◆ **EXERCISE GOAL**: Your job is to copy the lines from the material that include "data".

◆ **MATERIAL FOR THE TASK**:
——

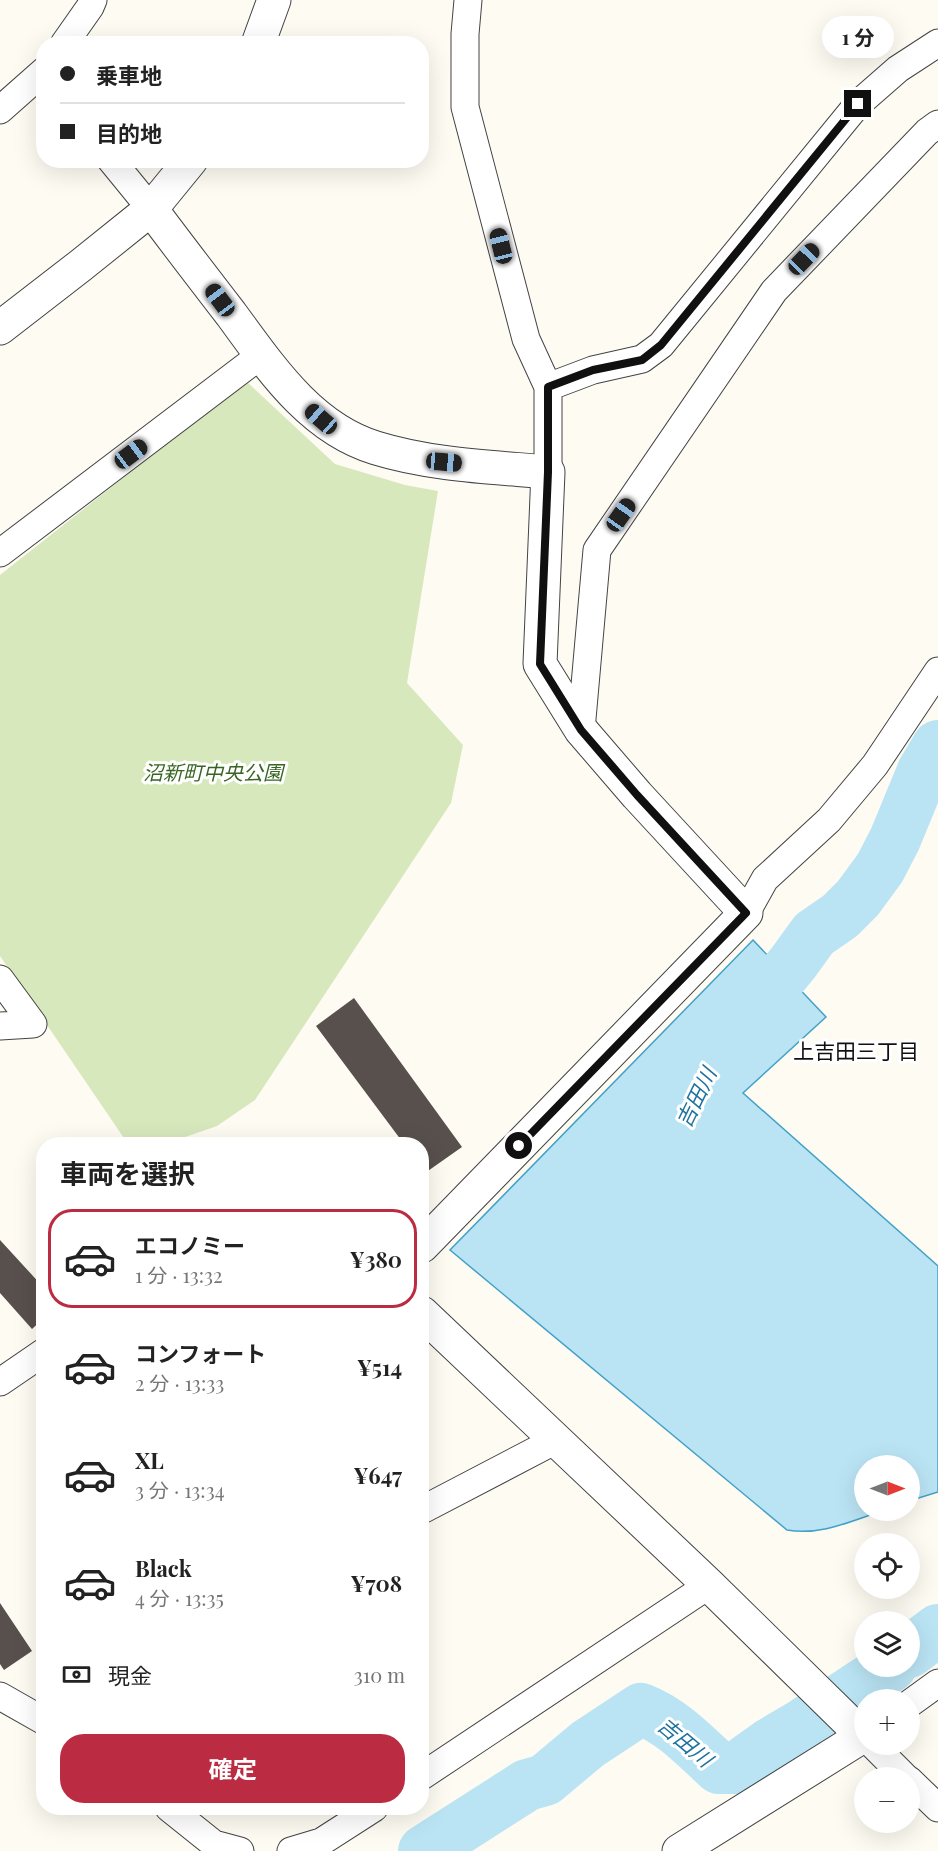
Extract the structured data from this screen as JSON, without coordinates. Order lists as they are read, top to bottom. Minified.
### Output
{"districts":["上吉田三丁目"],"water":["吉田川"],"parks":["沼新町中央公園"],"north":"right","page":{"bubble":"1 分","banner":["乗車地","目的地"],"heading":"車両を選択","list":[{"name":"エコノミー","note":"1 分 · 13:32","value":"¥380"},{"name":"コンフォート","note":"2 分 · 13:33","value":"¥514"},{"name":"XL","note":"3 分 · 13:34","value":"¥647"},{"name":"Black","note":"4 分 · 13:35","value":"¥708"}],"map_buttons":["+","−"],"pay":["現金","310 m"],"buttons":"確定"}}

——

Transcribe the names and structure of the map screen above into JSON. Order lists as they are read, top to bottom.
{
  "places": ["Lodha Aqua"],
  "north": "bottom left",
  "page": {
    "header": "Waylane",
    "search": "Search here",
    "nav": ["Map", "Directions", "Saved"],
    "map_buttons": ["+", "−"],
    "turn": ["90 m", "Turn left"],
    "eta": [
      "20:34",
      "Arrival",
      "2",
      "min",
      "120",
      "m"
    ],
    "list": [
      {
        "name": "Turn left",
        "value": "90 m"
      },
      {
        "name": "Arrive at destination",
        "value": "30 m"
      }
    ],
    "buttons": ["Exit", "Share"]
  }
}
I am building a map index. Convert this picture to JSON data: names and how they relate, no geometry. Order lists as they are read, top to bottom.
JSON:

——

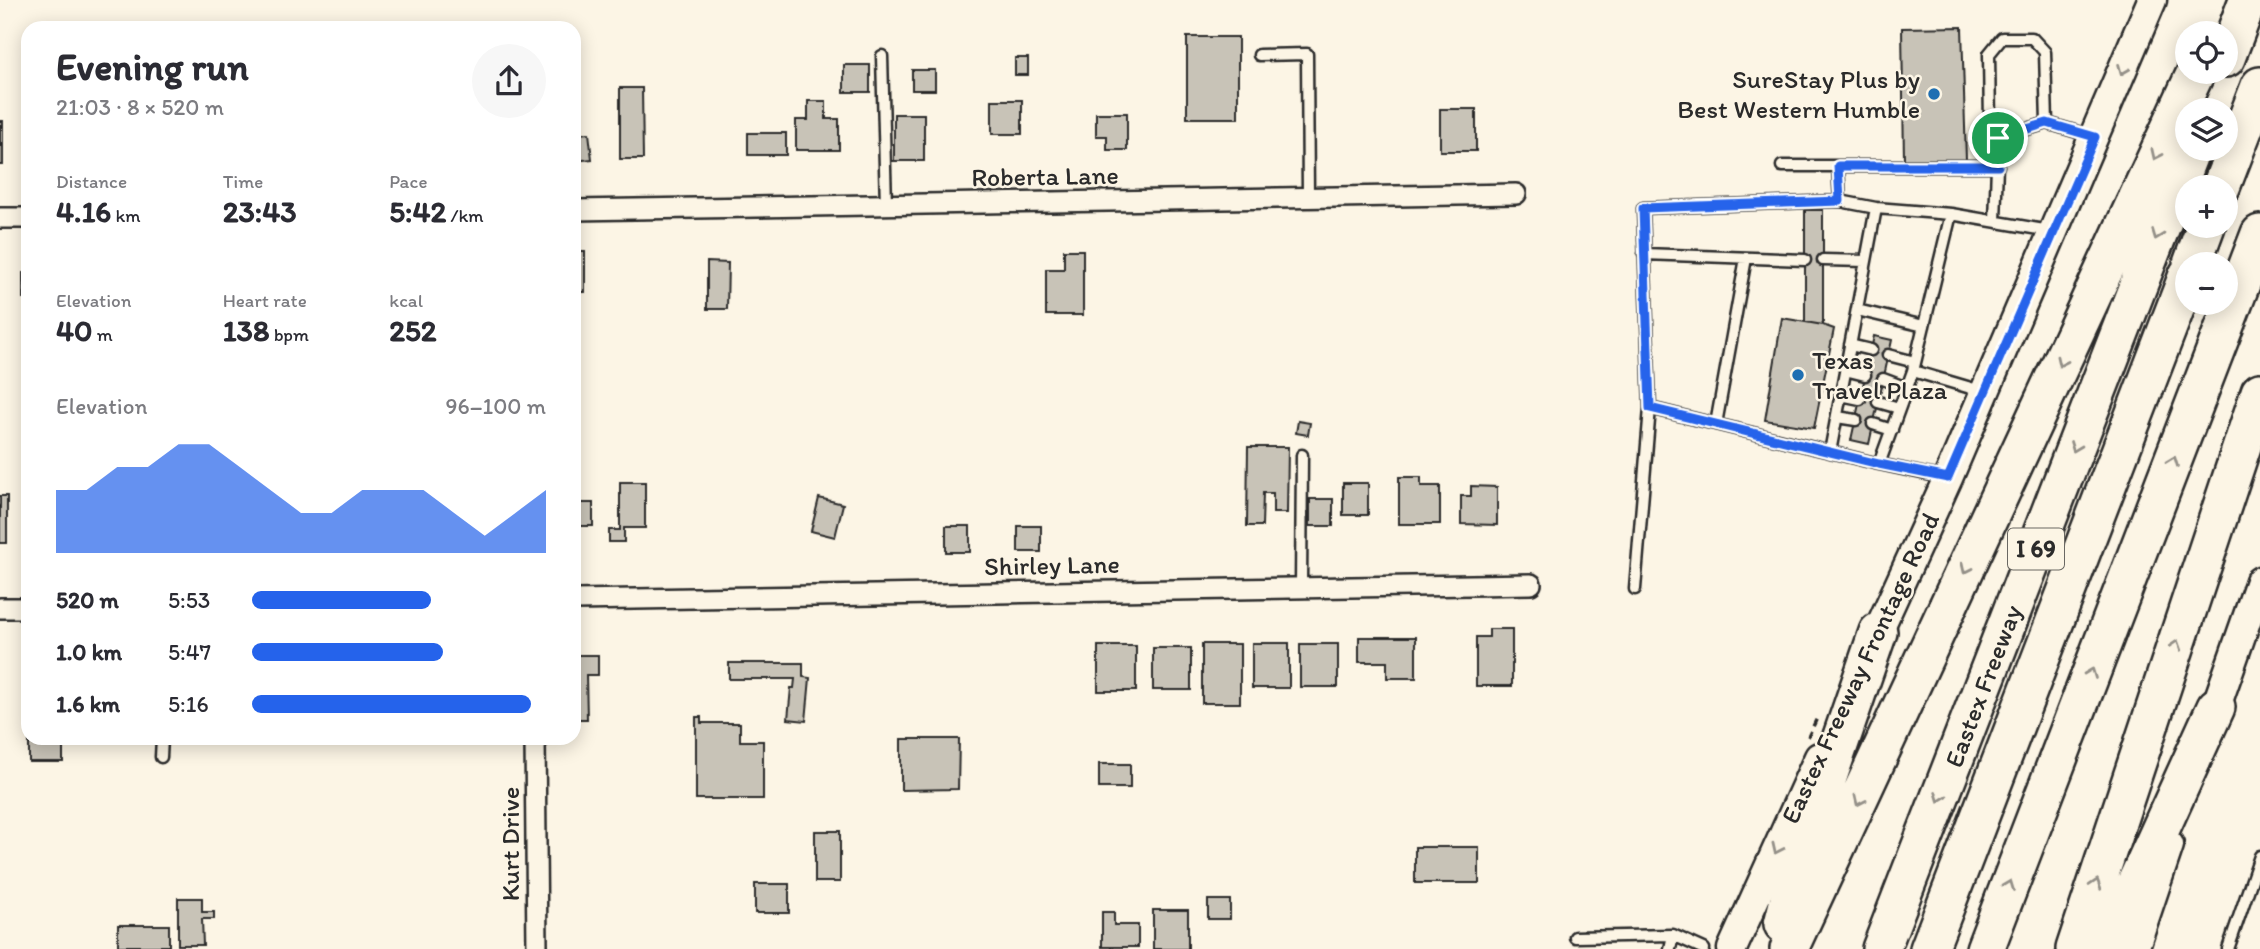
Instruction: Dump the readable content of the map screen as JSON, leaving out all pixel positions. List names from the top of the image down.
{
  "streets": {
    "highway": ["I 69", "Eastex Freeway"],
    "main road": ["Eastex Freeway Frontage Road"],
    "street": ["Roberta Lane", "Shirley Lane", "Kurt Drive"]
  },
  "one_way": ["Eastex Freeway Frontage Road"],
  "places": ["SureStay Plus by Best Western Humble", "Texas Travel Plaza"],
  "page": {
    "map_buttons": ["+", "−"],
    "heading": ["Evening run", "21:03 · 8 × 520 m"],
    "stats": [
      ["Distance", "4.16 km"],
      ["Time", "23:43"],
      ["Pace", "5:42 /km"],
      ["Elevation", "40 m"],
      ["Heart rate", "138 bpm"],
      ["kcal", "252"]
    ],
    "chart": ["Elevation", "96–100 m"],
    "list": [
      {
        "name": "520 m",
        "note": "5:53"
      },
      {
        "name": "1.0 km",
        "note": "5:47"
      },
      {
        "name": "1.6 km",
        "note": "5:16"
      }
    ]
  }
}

——

◆ **OUTPUT BELOW**:
Extract the structured data from this screen as JSON, without coordinates. Order lists as they are read, top to bottom. Minified.
I am building a map index. Convert this picture to JSON data: names and how they relate, no geometry. Order lists as they are read, top to bottom.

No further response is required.